_AIM OF THE EXERCISE_: Say how many lines below have "Sales" in them, giving the number alone.

Dataset entries:
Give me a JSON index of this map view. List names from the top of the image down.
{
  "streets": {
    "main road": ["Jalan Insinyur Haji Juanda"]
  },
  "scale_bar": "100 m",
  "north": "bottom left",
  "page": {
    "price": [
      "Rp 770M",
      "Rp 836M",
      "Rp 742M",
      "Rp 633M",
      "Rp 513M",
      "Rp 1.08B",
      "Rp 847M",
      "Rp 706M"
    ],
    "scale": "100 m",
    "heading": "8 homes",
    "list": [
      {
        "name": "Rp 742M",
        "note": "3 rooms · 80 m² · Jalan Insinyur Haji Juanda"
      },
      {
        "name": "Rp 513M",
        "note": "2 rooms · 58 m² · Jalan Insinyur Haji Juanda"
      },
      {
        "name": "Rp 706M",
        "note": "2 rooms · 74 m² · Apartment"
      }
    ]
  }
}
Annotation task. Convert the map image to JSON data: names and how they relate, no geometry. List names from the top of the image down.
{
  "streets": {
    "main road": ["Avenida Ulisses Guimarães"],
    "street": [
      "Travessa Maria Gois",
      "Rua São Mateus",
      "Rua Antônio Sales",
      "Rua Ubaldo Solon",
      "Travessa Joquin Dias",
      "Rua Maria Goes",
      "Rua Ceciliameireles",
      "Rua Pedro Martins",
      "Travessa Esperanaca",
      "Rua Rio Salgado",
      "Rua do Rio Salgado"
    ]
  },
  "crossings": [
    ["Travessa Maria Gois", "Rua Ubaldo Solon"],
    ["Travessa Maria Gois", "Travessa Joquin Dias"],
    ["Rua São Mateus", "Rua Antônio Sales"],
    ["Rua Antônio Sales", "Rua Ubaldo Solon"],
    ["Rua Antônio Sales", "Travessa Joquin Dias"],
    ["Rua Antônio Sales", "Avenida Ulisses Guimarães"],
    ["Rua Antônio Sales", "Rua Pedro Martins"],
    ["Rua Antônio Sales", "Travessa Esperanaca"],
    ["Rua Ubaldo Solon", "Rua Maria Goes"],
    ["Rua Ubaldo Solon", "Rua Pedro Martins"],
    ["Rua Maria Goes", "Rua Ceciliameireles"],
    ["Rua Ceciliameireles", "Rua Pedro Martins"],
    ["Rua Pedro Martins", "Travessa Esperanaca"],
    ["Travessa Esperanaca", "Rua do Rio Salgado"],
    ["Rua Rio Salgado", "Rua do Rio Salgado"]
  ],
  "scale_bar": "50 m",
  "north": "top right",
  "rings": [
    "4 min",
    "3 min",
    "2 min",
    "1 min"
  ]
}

_TASK RESULT_: 7